A Local Version of Hardy-type Spaces Associated with Ball Quasi-Banach Spaces and Non-negative Self-adjoint Operators on Spaces of Homogeneous Type and Their Applications
Xiong Liu, Wenhua Wang, Tiantian Zhao
TL;DR
This work develops a local Hardy-space theory $h_L^X({\mathbb X})$ on spaces of homogeneous type for a ball quasi-Banach space $X$ and a non-negative self-adjoint operator $L$ whose heat kernel satisfies Gaussian bounds. The authors introduce local area and tent-space tools and prove a molecular characterization of $h_L^X({\mathbb X})$ via $(X,2,M,\varepsilon)$-molecules, establishing inclusion relations with the global spaces $H_L^X({\mathbb X})$ or $H^X_{L+I}({\mathbb X})$ under spectral assumptions like $\inf\sigma(L)>0$. The framework is then specialized to concrete function spaces, including local Orlicz-Hardy spaces, local variable Hardy spaces, and local mixed-norm Hardy spaces, yielding explicit identifications and equivalences in each case. These results extend Goldberg's local theory to the non-Euclidean, operator-driven setting, offering a versatile toolkit for harmonic analysis and PDEs on spaces of homogeneous type with broad function-space generality.
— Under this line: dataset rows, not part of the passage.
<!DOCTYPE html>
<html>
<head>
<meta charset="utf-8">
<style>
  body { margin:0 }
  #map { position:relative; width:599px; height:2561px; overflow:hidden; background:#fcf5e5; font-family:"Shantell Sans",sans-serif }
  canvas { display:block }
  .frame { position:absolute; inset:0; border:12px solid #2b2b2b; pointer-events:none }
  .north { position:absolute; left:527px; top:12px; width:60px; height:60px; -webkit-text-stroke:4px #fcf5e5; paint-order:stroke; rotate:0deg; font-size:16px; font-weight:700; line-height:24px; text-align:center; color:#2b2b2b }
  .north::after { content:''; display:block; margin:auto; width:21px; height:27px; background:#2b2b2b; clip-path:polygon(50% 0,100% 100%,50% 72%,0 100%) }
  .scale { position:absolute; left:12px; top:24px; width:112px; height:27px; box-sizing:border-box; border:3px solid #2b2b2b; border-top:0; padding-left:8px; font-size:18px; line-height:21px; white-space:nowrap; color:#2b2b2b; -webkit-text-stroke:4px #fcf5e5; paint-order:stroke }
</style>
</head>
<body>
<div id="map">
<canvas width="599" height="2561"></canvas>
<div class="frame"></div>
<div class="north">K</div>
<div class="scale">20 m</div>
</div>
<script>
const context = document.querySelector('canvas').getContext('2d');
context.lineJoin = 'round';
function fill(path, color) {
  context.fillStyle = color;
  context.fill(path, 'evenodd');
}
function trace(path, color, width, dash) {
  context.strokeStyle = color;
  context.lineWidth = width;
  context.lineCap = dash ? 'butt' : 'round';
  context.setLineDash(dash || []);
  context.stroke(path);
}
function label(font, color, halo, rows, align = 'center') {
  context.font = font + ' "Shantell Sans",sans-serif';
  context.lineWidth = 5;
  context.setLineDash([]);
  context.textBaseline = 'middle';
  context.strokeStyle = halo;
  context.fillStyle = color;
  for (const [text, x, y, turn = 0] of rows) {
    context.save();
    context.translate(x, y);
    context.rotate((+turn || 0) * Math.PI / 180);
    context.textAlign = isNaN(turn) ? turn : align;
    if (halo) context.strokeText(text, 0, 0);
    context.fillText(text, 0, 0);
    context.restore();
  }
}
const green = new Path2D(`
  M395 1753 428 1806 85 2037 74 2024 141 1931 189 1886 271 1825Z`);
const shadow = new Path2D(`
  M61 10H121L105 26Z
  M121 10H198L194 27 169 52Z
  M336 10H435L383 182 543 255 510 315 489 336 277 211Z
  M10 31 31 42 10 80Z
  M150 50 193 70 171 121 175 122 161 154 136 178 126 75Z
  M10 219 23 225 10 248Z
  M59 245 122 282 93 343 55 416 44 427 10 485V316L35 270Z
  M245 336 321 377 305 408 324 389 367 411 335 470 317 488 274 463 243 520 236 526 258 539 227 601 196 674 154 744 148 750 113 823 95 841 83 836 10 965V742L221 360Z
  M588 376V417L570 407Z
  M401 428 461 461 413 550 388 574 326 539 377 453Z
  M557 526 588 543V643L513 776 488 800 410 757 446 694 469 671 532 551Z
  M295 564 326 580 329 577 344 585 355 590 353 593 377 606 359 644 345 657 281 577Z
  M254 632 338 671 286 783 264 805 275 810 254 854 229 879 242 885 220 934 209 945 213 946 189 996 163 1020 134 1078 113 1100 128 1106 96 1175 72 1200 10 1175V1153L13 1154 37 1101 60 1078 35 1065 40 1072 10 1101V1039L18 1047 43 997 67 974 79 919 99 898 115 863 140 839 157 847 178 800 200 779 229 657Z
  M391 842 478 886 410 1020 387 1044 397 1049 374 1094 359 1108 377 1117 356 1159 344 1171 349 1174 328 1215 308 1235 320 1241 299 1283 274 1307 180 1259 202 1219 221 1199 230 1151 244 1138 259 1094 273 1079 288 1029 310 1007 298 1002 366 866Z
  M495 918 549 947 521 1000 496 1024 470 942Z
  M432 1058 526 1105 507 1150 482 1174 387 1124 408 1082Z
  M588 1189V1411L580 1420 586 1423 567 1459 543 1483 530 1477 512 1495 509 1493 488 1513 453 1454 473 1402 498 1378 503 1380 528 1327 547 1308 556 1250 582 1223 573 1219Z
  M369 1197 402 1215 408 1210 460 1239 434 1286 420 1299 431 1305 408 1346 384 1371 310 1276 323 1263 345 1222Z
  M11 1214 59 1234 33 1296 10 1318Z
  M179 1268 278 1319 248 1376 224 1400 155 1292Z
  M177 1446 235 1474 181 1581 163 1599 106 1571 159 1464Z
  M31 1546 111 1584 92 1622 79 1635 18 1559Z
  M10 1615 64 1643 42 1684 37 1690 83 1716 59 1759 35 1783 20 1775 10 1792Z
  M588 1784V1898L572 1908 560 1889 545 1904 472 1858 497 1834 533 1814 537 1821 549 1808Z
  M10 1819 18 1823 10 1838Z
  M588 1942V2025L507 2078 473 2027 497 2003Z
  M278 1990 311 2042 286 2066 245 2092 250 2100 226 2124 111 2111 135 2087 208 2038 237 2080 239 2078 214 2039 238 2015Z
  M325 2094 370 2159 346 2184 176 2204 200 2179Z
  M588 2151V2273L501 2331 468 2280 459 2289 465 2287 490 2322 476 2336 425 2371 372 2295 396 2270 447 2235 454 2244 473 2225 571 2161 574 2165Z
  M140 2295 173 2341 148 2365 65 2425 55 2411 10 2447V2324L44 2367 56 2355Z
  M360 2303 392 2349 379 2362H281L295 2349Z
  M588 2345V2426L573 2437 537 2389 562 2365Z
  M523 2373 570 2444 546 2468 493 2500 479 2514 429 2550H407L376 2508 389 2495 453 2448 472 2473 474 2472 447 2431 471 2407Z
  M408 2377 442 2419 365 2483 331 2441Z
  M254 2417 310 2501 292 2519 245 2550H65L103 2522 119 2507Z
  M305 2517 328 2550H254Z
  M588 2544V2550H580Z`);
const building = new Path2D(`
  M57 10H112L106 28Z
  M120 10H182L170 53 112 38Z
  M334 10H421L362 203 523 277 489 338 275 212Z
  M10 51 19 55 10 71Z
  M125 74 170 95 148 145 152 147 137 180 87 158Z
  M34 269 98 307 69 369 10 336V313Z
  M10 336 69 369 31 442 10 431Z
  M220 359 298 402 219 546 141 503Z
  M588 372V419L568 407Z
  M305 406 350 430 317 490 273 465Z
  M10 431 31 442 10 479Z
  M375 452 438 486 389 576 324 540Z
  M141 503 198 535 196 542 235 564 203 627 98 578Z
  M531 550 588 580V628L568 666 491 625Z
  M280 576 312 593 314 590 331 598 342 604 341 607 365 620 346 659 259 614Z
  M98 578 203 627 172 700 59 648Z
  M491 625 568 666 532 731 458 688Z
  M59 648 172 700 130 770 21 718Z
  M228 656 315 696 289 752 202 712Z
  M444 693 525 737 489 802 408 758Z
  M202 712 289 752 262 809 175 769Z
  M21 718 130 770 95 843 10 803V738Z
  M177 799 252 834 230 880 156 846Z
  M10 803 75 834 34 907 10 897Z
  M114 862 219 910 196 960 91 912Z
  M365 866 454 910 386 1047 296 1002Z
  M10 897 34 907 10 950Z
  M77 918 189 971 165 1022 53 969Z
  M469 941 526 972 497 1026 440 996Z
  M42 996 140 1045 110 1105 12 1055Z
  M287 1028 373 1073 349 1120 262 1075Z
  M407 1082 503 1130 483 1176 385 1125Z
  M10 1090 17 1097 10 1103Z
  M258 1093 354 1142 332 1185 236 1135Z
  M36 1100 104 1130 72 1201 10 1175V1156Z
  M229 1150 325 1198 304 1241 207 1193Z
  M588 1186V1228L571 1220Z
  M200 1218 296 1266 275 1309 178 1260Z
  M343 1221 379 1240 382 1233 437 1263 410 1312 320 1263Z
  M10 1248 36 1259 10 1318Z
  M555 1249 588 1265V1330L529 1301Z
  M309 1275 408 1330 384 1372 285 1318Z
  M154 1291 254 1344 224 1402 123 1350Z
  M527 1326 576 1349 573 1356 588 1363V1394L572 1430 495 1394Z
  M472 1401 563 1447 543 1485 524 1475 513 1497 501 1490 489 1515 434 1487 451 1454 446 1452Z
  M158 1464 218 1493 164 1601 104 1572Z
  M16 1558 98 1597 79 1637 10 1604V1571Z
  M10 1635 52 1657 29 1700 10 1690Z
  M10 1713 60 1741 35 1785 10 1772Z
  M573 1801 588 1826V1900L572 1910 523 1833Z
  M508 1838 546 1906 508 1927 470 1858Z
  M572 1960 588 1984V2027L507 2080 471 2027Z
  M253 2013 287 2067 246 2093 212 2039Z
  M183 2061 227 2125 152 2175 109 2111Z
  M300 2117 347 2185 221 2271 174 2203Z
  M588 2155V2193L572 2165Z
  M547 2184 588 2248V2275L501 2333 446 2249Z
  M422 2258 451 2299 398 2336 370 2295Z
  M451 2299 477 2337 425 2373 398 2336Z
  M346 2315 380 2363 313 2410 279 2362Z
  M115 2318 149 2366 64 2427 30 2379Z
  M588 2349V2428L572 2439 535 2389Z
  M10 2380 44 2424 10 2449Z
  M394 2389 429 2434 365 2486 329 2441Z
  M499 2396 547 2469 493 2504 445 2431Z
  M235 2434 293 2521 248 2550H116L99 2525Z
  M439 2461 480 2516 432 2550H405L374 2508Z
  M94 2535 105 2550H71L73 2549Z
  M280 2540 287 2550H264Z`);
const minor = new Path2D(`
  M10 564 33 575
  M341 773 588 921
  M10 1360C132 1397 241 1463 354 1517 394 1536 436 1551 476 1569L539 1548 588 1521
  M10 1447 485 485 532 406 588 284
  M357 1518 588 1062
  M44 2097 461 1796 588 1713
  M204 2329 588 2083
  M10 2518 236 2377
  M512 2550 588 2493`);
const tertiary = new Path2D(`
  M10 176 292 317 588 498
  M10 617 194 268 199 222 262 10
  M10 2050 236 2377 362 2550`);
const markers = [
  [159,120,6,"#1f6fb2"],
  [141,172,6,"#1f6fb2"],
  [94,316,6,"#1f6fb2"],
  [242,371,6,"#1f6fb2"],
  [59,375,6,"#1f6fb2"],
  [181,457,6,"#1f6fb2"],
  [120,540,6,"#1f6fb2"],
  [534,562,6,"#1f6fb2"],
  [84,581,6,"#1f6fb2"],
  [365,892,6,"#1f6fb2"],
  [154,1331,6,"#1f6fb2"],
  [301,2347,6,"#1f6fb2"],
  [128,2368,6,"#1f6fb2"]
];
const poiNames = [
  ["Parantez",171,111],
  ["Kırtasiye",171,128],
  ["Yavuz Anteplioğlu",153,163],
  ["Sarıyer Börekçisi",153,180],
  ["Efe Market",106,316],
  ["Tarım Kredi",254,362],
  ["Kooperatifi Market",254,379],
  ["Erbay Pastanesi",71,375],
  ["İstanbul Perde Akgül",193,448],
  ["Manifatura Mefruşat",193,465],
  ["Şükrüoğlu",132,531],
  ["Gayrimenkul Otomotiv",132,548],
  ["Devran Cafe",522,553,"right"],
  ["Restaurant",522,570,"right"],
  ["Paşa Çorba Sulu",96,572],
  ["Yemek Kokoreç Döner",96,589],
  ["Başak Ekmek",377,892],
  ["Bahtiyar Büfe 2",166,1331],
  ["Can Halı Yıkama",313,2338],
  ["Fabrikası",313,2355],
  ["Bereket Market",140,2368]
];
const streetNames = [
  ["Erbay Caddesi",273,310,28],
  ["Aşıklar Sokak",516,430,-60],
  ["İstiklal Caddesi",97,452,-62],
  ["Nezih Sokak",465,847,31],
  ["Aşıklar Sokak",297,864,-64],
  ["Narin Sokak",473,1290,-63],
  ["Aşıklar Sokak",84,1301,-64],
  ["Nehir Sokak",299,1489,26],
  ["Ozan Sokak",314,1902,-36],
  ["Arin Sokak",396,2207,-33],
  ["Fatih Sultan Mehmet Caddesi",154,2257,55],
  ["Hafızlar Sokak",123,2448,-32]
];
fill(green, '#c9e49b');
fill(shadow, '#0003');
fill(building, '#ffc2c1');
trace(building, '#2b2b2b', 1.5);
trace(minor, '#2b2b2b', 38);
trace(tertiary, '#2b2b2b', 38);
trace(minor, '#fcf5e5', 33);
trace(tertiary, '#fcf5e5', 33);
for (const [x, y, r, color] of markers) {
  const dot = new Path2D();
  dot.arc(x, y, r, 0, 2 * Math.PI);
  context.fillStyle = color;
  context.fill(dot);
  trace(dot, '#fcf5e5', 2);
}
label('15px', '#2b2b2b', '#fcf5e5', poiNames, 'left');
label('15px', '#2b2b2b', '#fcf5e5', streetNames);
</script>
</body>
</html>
The combination of local tent-space techniques, molecular decompositions, and operator-theoretic Hardy spaces broadens applicability to diverse contexts, enabling sharper $L^p$-type bounds for singular integrals and related operators in non-Euclidean geometries.
Abstract
Let $(\mathbb{X},\,d,\,μ)$ be a space of homogeneous type in the sense of Coifman and Weiss, $X$ be a ball quasi-Banach function space on $\mathbb{X}$, $L$ be a non-negative self-adjoint operator on $L^2(\mathbb{X})$, and assume that, for all $t>0$, the semigroup $e^{-tL}$ has an integral representation whose kernel satisfies a Gaussian upper bound condition. In this paper, we first study a local version of Hardy space $h^{X}_L(\mathbb{X})$ associated with ball quasi-Banach space $X$ and non-negative self-adjoint operator $L$, which is an extension of Goldberg's result [Duke Math. J. {\bf46} (1979), no. 1, 27-42; MR0523600]. Even in the case of Euclidean space (that is, $\mathbb{X}=\mathbb{R}^d$), all of these results are still new.